Despite its profitability, The Daily Wire has faced significant challenges. Paid subscriptions, which account for roughly three-quarters of revenue, reportedly fell by about one-third in 2025 to around 850,000 subscribers, while advertising revenue has declined each year since 2022. The company has also experienced leadership changes and internal turmoil, including the departure of former CEO Jeremy Boreing and public disputes involving Ben Shapiro, Candace Owens, Megyn Kelly, Tucker Carlson, and Steve Bannon. Executives also acknowledged that the company's $50 million scripted fantasy project, Pendragon Cycle, failed to resonate with its core audience.
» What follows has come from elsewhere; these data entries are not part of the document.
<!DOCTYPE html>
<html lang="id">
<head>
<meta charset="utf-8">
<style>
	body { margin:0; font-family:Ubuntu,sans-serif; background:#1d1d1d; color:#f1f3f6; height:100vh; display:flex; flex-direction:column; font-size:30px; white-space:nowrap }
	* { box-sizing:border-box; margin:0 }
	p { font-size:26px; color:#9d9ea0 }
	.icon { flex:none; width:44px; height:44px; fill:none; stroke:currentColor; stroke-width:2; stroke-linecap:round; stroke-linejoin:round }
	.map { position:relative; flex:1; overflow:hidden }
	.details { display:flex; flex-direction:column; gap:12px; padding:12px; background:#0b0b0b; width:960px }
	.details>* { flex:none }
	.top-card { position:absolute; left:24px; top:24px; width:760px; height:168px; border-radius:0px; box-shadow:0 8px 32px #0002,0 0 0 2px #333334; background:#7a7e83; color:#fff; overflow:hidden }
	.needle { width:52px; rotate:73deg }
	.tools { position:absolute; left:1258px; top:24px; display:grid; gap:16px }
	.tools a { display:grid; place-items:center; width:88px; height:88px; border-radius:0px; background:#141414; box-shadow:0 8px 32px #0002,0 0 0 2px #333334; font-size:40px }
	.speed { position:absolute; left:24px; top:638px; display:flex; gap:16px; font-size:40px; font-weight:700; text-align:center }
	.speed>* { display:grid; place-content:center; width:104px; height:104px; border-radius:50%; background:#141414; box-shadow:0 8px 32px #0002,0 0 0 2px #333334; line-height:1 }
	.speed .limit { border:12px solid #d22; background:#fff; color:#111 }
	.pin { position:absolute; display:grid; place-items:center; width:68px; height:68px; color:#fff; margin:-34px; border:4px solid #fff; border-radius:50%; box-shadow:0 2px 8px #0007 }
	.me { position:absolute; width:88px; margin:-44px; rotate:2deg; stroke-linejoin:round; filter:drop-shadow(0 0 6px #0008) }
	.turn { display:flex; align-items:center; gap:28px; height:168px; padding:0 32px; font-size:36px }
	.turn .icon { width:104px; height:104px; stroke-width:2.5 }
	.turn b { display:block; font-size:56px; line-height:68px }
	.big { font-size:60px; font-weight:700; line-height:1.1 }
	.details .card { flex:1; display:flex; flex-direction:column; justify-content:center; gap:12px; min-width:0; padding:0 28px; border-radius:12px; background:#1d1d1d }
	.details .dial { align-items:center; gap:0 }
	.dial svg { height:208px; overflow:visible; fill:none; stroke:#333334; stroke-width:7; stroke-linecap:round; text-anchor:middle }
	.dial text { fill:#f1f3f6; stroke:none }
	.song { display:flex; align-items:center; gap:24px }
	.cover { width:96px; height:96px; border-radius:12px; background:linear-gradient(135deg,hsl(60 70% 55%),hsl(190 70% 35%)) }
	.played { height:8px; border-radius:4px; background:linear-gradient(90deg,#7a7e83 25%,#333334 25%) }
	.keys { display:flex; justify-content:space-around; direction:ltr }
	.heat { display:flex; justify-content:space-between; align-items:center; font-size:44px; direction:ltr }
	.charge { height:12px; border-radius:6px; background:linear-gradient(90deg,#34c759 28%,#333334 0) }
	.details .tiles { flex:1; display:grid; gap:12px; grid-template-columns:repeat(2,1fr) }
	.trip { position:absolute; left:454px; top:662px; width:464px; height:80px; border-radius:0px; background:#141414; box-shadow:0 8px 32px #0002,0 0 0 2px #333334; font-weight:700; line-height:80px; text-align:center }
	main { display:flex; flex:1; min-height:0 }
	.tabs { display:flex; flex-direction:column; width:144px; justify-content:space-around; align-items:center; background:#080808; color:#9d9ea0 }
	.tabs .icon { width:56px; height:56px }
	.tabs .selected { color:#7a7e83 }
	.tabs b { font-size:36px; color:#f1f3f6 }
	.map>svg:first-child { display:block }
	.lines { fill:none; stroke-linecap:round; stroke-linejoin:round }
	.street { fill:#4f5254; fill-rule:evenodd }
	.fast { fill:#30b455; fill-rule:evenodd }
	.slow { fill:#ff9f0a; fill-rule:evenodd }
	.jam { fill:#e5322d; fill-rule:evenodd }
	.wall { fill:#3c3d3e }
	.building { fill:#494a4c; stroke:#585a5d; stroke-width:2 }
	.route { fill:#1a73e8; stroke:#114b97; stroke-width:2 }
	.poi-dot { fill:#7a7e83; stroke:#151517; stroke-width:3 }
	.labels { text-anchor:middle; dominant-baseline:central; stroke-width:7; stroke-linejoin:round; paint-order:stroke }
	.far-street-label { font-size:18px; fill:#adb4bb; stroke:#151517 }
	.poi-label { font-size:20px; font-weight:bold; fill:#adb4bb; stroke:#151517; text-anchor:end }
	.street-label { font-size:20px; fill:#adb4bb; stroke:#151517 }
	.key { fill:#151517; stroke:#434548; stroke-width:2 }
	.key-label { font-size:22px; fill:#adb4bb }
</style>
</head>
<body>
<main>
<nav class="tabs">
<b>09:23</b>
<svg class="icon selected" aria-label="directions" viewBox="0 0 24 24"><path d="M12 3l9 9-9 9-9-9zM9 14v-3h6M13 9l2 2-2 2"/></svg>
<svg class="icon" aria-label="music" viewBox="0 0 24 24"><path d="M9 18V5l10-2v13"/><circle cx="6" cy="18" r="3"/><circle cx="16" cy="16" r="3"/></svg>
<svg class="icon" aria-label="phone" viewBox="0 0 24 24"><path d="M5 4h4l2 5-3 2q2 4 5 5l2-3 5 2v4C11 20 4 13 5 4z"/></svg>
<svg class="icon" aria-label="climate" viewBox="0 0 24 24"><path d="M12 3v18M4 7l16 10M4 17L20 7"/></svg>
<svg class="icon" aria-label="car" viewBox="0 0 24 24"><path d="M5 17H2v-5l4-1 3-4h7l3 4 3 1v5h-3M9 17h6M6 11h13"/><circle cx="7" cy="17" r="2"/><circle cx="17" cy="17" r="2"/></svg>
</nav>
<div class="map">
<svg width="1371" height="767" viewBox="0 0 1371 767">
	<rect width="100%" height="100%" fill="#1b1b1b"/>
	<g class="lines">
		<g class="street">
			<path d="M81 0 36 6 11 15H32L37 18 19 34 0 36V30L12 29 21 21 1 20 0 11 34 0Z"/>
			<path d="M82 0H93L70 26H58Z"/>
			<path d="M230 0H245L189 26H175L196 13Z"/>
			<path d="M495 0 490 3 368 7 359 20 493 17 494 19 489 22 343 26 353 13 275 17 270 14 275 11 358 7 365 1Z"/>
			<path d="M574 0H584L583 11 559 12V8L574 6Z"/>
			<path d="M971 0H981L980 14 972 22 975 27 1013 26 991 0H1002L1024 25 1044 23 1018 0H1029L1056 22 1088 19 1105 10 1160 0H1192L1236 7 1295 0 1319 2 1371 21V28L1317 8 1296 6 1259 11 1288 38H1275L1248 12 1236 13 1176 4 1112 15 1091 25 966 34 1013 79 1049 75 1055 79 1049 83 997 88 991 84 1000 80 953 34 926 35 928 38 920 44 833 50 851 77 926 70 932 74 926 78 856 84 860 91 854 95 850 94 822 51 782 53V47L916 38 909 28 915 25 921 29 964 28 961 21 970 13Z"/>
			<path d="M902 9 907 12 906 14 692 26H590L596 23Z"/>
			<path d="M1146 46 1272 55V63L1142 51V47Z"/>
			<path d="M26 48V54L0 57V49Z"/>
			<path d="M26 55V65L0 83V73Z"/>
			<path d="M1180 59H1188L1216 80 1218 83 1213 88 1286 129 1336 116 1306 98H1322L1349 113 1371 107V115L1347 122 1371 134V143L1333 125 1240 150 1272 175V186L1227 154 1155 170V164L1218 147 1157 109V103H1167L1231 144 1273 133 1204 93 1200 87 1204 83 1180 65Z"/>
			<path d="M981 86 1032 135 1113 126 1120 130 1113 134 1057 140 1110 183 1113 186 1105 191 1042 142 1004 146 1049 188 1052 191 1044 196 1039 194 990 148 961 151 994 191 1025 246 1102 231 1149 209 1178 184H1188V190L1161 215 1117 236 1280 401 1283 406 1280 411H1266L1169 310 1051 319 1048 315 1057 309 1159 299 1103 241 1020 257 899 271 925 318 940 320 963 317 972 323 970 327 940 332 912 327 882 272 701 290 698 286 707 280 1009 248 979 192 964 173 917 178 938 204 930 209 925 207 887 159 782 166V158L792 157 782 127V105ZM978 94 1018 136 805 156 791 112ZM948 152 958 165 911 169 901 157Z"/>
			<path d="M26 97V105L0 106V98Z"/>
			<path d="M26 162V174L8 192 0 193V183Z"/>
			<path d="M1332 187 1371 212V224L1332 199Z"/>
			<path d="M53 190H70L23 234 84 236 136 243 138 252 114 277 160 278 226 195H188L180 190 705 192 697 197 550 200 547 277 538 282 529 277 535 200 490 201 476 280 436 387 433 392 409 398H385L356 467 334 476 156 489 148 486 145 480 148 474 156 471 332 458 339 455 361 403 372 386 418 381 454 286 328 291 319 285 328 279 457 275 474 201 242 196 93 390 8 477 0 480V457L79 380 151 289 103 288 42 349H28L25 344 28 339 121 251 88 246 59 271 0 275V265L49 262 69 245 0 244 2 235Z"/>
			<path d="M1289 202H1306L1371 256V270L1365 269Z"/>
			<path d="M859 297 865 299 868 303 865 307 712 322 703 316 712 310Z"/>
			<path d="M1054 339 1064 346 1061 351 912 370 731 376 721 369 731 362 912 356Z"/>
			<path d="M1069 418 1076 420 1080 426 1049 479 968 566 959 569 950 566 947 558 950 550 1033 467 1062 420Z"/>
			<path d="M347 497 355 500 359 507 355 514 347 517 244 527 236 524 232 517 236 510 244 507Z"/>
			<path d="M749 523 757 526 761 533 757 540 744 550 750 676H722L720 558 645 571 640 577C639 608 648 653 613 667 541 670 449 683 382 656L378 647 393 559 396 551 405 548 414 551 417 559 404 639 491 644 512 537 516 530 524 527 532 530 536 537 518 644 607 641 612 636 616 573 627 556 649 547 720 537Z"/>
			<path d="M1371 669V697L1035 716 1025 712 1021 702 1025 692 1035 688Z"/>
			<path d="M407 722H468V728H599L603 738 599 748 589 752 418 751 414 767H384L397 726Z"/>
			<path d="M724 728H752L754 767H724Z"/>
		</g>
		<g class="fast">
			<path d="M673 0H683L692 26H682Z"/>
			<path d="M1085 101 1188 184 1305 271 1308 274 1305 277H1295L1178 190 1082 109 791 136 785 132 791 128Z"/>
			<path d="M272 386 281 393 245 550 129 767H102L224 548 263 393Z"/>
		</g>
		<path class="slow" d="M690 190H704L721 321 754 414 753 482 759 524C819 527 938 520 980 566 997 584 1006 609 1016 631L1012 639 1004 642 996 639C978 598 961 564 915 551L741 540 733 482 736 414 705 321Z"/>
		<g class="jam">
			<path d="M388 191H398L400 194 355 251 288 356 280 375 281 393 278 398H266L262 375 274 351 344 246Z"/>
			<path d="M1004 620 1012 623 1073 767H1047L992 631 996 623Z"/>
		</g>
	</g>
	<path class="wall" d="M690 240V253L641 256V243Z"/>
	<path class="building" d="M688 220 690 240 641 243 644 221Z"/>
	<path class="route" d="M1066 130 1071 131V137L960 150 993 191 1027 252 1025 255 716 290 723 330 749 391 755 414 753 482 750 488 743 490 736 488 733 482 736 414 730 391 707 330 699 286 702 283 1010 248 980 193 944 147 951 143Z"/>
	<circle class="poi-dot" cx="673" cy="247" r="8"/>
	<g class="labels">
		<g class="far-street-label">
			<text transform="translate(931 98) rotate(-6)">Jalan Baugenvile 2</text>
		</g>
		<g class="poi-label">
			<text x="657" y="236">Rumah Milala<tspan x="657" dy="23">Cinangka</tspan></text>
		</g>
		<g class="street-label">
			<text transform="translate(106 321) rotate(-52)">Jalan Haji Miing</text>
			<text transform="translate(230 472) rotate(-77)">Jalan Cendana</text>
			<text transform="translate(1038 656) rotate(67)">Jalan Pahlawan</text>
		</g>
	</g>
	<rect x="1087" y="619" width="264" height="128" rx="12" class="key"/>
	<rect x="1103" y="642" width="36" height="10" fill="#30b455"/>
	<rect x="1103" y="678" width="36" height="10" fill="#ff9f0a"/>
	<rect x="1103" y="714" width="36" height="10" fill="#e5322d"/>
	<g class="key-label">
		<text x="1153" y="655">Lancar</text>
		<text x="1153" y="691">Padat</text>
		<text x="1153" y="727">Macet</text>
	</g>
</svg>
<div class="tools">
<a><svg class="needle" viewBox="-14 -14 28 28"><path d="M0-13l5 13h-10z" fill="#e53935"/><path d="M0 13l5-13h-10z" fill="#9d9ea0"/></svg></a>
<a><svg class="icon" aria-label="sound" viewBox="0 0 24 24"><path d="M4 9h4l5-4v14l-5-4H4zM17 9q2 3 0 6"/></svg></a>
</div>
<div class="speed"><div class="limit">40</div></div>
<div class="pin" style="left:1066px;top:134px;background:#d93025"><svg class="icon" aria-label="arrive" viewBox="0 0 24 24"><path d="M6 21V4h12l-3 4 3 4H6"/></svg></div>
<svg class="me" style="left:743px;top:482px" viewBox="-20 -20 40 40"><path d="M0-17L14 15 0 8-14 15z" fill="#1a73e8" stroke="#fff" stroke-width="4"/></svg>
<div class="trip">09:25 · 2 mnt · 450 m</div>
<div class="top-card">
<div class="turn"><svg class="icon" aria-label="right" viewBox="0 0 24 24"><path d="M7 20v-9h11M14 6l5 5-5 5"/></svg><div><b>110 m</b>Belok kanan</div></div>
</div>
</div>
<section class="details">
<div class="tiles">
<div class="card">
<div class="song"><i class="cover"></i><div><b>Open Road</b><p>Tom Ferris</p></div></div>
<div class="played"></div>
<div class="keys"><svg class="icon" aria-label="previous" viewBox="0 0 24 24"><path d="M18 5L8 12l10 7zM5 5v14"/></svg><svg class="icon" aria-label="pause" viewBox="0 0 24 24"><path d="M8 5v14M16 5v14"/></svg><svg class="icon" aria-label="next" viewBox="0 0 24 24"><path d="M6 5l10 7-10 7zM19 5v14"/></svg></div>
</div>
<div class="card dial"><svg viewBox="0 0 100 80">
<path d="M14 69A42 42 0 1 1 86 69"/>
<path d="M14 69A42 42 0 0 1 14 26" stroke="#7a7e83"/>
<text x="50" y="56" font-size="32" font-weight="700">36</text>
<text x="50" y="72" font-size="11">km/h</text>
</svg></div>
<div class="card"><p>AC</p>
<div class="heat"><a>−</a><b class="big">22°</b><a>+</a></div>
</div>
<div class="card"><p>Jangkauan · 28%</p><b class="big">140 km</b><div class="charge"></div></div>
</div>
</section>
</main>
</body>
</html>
To reverse the decline, The Daily Wire is restructuring around a strategy similar to that of The New York Times Company by expanding beyond politics into breaking news, investigations, business, sports, health, and opinion content. The company plans to significantly increase editorial spending, hire new talent, and broaden its consumer products business, which includes brands like Jeremy's Razors. Management also believes advertising prospects are improving as major brands become more willing to advertise with conservative media outlets. While investors remain concerned about slowing growth and dependence on a few high-profile personalities, the company remains one of the largest and most successful subscription-based businesses in political digital media.